Credit protection insurance, sometimes referred to as “payment protection insurance", can apply to any kind of debt including credit card payments, mortgages, or car loans. Credit protection is an optional safety net in the event you can no longer pay due to disability, unemployment, or other emergency circumstances. Instead of paying you directly like traditional disability insurance, credit protection insurance pays your lender so that you stay up to date on your loan.
According to the Consumer Financial Protection Bureau, there are 4 types of credit protection insurance types outlined below. The organization warns consumers that a lender is not legally allowed to force you to buy credit protection insurance and if you are told it's required, don't move forward.
- Credit life insurance: Pays off all or some of your loan if you die.
- Credit disability insurance: Makes payments on the loan if you become ill or injured and can't work.
- Involuntary unemployment insurance: Makes your loan payments if you lose your job due to no fault of your own, such as a layoff.

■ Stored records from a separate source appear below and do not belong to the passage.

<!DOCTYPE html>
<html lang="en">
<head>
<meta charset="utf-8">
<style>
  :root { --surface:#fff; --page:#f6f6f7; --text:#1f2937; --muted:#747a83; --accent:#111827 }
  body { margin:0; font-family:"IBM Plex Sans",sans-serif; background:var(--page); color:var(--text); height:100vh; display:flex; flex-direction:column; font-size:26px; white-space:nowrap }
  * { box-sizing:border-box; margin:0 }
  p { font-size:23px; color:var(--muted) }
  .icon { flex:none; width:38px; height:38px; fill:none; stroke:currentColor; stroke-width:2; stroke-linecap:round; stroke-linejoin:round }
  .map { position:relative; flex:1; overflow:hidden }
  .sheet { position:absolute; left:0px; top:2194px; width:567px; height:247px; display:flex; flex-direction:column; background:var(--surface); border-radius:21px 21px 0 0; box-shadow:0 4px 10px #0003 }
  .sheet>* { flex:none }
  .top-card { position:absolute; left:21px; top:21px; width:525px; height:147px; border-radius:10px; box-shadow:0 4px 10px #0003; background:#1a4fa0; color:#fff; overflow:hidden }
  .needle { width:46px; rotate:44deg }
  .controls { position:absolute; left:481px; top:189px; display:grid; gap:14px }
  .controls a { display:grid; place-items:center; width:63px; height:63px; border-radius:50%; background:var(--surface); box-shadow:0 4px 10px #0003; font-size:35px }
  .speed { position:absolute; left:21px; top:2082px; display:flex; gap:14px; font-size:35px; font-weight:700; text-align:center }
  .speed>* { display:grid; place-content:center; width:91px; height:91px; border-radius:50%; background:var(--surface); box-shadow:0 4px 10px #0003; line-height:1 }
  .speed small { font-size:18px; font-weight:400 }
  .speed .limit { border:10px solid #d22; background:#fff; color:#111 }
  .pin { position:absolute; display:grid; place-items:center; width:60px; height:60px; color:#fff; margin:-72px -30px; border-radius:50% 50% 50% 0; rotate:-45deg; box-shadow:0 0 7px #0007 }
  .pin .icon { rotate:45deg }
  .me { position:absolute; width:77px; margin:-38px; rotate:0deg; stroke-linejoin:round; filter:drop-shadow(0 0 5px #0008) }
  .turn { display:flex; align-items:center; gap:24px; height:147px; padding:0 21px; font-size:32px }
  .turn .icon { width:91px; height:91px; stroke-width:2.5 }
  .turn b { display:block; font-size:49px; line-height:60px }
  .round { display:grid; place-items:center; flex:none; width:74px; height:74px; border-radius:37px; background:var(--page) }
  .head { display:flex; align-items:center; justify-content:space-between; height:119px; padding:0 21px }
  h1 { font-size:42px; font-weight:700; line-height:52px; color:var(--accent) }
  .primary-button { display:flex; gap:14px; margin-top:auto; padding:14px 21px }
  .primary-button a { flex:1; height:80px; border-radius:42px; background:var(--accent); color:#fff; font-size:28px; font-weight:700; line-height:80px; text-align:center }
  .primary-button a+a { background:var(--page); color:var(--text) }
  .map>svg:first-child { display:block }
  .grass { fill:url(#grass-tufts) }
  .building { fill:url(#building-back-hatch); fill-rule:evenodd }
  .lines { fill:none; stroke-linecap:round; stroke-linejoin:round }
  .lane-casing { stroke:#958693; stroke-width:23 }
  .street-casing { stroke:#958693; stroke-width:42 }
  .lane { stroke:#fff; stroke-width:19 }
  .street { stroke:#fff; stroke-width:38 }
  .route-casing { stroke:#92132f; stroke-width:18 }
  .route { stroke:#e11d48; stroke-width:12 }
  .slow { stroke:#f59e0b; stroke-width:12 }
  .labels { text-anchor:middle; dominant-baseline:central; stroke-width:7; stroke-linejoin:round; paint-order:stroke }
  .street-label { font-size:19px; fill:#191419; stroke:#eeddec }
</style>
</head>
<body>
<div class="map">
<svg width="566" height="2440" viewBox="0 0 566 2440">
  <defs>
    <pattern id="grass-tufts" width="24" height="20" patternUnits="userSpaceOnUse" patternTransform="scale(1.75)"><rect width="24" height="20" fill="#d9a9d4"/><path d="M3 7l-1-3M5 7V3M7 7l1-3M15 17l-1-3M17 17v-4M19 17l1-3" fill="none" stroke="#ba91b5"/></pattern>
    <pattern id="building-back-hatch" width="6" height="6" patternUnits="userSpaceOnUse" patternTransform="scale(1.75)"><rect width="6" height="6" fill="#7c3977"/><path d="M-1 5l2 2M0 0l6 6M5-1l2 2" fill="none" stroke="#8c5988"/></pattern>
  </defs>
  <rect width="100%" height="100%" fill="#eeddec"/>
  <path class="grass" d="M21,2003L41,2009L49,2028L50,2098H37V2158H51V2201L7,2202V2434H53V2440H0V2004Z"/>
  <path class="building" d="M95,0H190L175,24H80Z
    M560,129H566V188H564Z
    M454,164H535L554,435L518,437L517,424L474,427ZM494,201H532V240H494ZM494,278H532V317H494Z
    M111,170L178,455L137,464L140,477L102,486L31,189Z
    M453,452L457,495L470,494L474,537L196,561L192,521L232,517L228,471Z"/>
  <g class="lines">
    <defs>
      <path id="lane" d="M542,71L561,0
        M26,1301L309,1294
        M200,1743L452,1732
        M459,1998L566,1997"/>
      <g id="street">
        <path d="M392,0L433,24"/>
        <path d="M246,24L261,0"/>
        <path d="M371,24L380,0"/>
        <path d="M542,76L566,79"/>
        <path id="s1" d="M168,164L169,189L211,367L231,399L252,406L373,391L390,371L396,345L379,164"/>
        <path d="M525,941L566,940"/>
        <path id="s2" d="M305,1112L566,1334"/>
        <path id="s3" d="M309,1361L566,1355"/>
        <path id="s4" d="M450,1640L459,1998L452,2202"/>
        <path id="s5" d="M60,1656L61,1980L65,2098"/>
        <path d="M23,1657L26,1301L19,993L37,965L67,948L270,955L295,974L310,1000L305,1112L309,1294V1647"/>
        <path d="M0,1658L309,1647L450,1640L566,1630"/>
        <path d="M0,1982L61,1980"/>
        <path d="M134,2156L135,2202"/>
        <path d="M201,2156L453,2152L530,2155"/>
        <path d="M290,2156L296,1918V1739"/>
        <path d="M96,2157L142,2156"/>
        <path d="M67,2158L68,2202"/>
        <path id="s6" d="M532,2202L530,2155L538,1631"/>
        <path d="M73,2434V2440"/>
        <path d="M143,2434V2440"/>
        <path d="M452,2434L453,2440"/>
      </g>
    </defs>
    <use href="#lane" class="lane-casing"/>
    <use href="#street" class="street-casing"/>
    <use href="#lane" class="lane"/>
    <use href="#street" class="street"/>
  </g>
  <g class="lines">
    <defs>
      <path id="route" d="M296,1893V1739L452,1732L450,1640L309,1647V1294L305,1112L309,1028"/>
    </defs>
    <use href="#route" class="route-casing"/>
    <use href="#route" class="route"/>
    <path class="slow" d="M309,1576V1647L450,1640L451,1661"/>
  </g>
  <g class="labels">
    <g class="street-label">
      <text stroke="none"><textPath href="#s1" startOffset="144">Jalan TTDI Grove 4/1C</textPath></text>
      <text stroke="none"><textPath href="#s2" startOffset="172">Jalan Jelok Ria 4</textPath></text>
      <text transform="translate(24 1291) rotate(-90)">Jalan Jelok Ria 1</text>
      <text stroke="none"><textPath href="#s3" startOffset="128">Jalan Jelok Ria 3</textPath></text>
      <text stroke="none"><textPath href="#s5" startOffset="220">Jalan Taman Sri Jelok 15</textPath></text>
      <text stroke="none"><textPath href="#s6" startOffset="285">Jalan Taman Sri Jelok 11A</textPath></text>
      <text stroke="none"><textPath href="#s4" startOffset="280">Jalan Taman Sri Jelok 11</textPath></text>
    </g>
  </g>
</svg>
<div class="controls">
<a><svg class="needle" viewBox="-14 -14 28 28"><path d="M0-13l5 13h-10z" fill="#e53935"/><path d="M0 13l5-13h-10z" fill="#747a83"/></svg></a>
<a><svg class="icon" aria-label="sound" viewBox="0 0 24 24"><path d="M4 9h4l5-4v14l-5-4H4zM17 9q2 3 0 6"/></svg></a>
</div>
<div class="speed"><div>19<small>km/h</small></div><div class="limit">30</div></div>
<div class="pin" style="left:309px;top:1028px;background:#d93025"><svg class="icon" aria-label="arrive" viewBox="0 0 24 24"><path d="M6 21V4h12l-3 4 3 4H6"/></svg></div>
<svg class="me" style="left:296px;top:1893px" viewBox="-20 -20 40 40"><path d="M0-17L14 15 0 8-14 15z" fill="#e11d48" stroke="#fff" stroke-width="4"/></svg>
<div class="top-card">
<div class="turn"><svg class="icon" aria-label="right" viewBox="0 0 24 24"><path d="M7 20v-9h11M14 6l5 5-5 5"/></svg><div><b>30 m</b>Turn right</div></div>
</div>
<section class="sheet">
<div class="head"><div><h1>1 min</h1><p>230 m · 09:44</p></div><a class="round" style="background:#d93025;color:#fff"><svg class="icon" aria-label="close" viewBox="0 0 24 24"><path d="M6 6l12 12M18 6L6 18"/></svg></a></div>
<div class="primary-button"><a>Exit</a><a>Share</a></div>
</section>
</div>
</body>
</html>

- Credit property insurance: Protects personal property used to secure the loan – in the case of an auto loan this would be your car – if it is destroyed by events like theft, accident, or natural disasters.
The cost of credit protection insurance varies depending on the type of insurance, your credit history, and outstanding debt. Lenders, including banks and credit unions, may offer you credit protection insurance when you apply for an auto loan so it's a good idea to be familiar with the advantages and drawbacks beforehand.
Pros and Cons
The biggest advantage of getting auto loan credit protection insurance is peace of mind. If you can no longer work due to disability or unemployment, having to keep up with car payments along with all your other expenses can be difficult. Not having much saved up for a rainy day is a common problem in the U.S. An alarming survey from Bankrate shows that 28% of U.S. adults have no emergency savings at all, and 25% do not have enough money to cover three months’ worth of living expenses.
The inability to keep up with your car loan payments not only leads to stress and threatening letters from your lender, but it can also lead to your vehicle getting repossessed and your credit destroyed. When you buy credit protection insurance, you will pay more on your loan monthly, but you will not have to encounter the stress of missed payments, potential repossession, and the inability to make large purchases in the future due to damaged credit.
This peace of mind does not come without a price. Credit protection insurance will get wrapped into your loan and you will pay additional interest on top of the higher monthly payments. According to NerdWallet, research conducted by consumer rights groups like the Center for Economic Justice shows that credit insurance premiums are usually more expensive than traditional insurance. There may also be exclusions like certain health-related issues that are not covered by the policy. Before you purchase credit protection insurance, read the details of the policy carefully and consider the extra costs, then weigh them against the alternatives.
Alternatives for Credit Protection Insurance
Credit protection insurance is not the only way to protect your assets and your credit score in the event of a financial emergency. If you are employed full-time, your benefits may already cover you in case of a disability or illness for up to 6 months.
Traditional disability and life insurance policies can also cover your obligations if you can no longer make your payments. Unlike credit protection insurance, these types of policies pay you directly so that you or your family can use the funds to cover your auto loan expenses and various other obligations. Compare the rates of traditional insurance policies to credit protection insurance and select the most cost-effective option.
Another alternative is to take the money you would have otherwise spent on credit protection insurance and pay yourself by putting it into a savings account in case of a financial emergency. This route lets you bypass paying extra in interest and you can use the funds as needed in the future. If you determine credit protection insurance is the best route, make sure you're choosing a reputable company and that you understand the terms and conditions (including the fine print) of the coverage before opting in.